This post is part of a series about row goals. You can find the other parts here:

Apply Anti Join with a Top operator

You will often see an inner-side Top (1) operator in apply anti join execution plans. For example, using the AdventureWorks database:

SELECT P.ProductID 
FROM Production.Product AS P
WHERE
    NOT EXISTS
    (
        SELECT 1
        FROM Production.TransactionHistory AS TH
        WHERE TH.ProductID = P.ProductID
    );

The plan shows a Top (1) operator on the inner side of the apply (outer references) anti join:

Apply Anti Join with Top (1)

This Top operator is completely redundant.

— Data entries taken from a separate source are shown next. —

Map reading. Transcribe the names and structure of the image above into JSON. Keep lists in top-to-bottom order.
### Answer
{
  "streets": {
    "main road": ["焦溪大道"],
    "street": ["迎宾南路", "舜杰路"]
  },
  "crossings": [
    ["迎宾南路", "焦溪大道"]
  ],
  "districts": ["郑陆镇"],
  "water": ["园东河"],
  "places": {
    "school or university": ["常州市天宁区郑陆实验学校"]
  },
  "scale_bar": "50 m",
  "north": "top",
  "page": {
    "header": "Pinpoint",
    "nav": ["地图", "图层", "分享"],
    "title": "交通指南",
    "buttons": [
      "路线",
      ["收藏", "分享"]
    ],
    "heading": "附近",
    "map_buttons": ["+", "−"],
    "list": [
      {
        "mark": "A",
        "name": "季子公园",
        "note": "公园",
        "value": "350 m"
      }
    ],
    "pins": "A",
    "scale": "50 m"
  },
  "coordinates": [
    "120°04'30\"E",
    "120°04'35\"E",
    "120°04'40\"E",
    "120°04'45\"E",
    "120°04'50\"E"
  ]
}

It is not required for correctness, efficiency, or to ensure a row goal is set.

The apply anti join operator will stop checking for rows on the inner side (for the current iteration) as soon as one row is seen at the join. It is perfectly possible to generate an apply anti join plan without the Top. So why is there a Top operator in this plan?

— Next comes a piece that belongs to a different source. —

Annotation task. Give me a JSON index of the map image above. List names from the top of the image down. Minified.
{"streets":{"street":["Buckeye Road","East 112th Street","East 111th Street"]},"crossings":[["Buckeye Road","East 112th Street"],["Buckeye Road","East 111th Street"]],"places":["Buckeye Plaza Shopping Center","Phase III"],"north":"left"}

Source of the Top operator

To understand where this pointless Top operator comes from, we need to follow the major steps taken during the compilation and optimization of our example query.

As usual, the query is first parsed into a tree. This features a logical 'not exists' operator with a subquery, which closely matches the written form of the query in this case:

Input tree

The not exists subquery is unrolled into an apply anti join:

Apply tree

This is then further transformed into a logical left anti semi join. The resulting tree passed to cost-based optimization looks like this:

Cost-based Optimization Input Tree

The first exploration performed by the cost-based optimizer is to introduce a logical distinct operation on the lower anti join input, to produce unique values for the anti join key. The general idea is that instead of testing duplicated values at the join, the plan might benefit from grouping those values up front.

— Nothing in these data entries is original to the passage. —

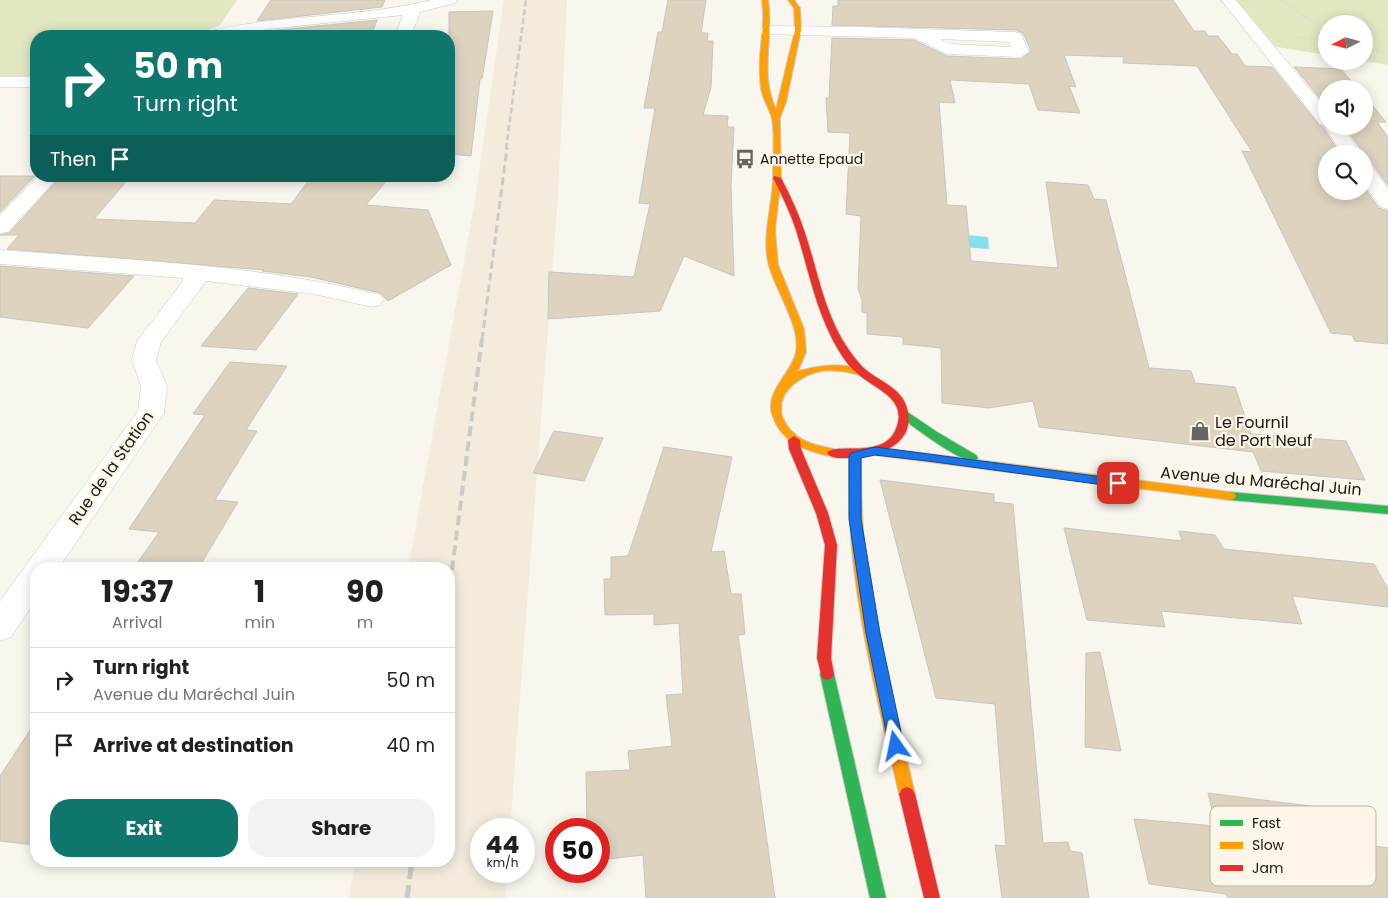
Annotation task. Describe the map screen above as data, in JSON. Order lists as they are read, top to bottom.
{
  "streets": {
    "main road": ["Avenue du Maréchal Juin"],
    "street": ["Rue de la Station"]
  },
  "places": {
    "bus stop": ["Annette Epaud"],
    "shop": ["Le Fournil de Port Neuf"]
  },
  "legend": ["Fast", "Slow", "Jam"],
  "north": "left",
  "page": {
    "turn": ["50 m", "Turn right"],
    "then": "Then",
    "eta": [
      "19:37",
      "Arrival",
      "1",
      "min",
      "90",
      "m"
    ],
    "list": [
      {
        "name": "Turn right",
        "note": "Avenue du Maréchal Juin",
        "value": "50 m"
      },
      {
        "name": "Arrive at destination",
        "value": "40 m"
      }
    ],
    "buttons": ["Exit", "Share"],
    "speed": "44 km/h",
    "limit": "50"
  }
}
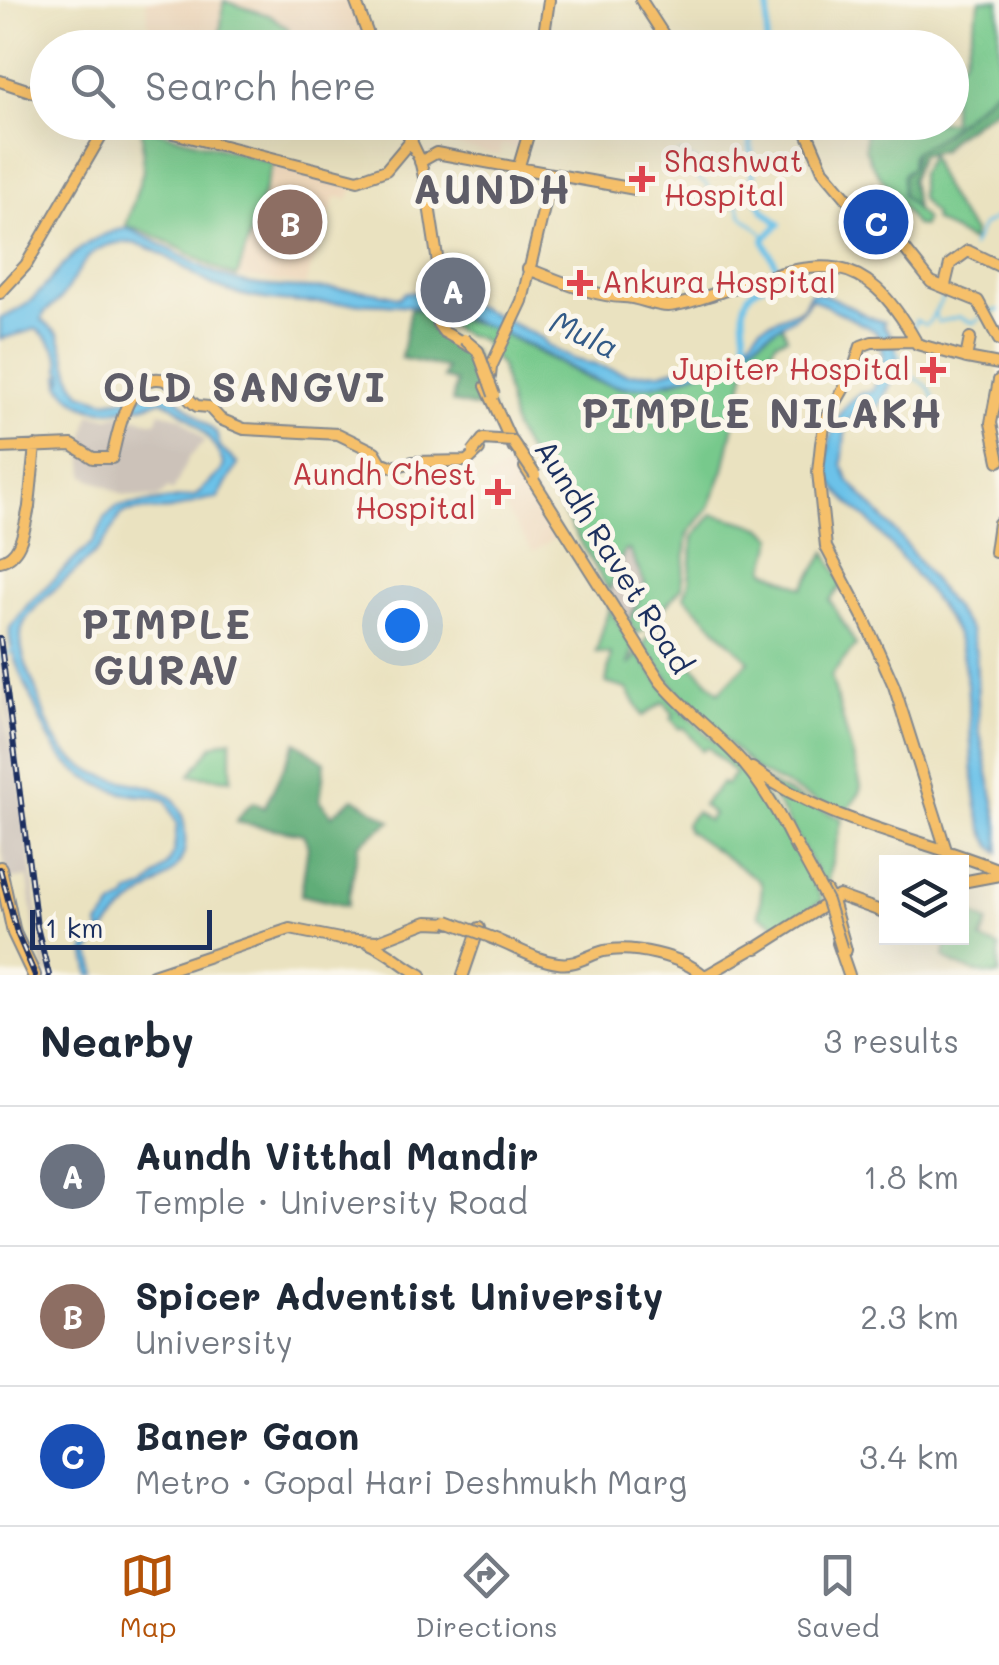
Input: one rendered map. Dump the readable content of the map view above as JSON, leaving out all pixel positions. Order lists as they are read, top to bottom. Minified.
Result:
{"streets":{"main road":["Aundh Ravet Road"]},"districts":["AUNDH","OLD SANGVI","PIMPLE NILAKH","PIMPLE GURAV"],"water":["Mula"],"places":{"health":["Shashwat Hospital","Ankura Hospital","Jupiter Hospital","Aundh Chest Hospital"]},"scale_bar":"1 km","page":{"search":"Search here","pins":["B","C","A"],"scale":"1 km","heading":["Nearby","3 results"],"list":[{"mark":"A","name":"Aundh Vitthal Mandir","note":"Temple · University Road","value":"1.8 km"},{"mark":"B","name":"Spicer Adventist University","note":"University","value":"2.3 km"},{"mark":"C","name":"Baner Gaon","note":"Metro · Gopal Hari Deshmukh Marg","value":"3.4 km"}],"nav":["Map","Directions","Saved"]}}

The responsible exploration rule is called LASJNtoLASJNonDist (left anti semi join to left anti semi join on distinct). No physical implementation or costing has been performed yet, so this is just the optimizer exploring a logical equivalence, based on the presence of duplicate ProductID values. The new tree with the grouping operation added is shown below:

LASJNtoLASJNonDist

The next logical transformation considered is to rewrite the join as an apply. This is explored using rule LASJNtoApply (left anti semi join to apply with relational selection). As mentioned earlier in the series, the earlier transformation from apply to join was to enable transformations that work specifically on joins. It is always possible to rewrite a join as an apply, so this expands the range of optimizations available.

Now, the optimizer does not always consider an apply rewrite as part of cost-based optimization. There has to be something in the logical tree to make it worthwhile pushing the join predicate down the inner side. Typically, this will be the existence of a matching index, but there are other promising targets. In this case, it is the logical key on ProductID created by the aggregate operation.

The result of this rule is a correlated anti join with selection on the inner side:

LASJNtoApply

Next, the optimizer considers moving the relational selection (the correlated join predicate) further down the inner side, past the distinct (group by aggregate) introduced by the optimizer previously. This is done by rule SelOnGbAgg, which moves as much of a selection (predicate) past a suitable group by aggregate as it can (part of the selection may be left behind). This activity helps push selections as close to the leaf-level data access operators as possible, to eliminate rows earlier and make later index matching easier.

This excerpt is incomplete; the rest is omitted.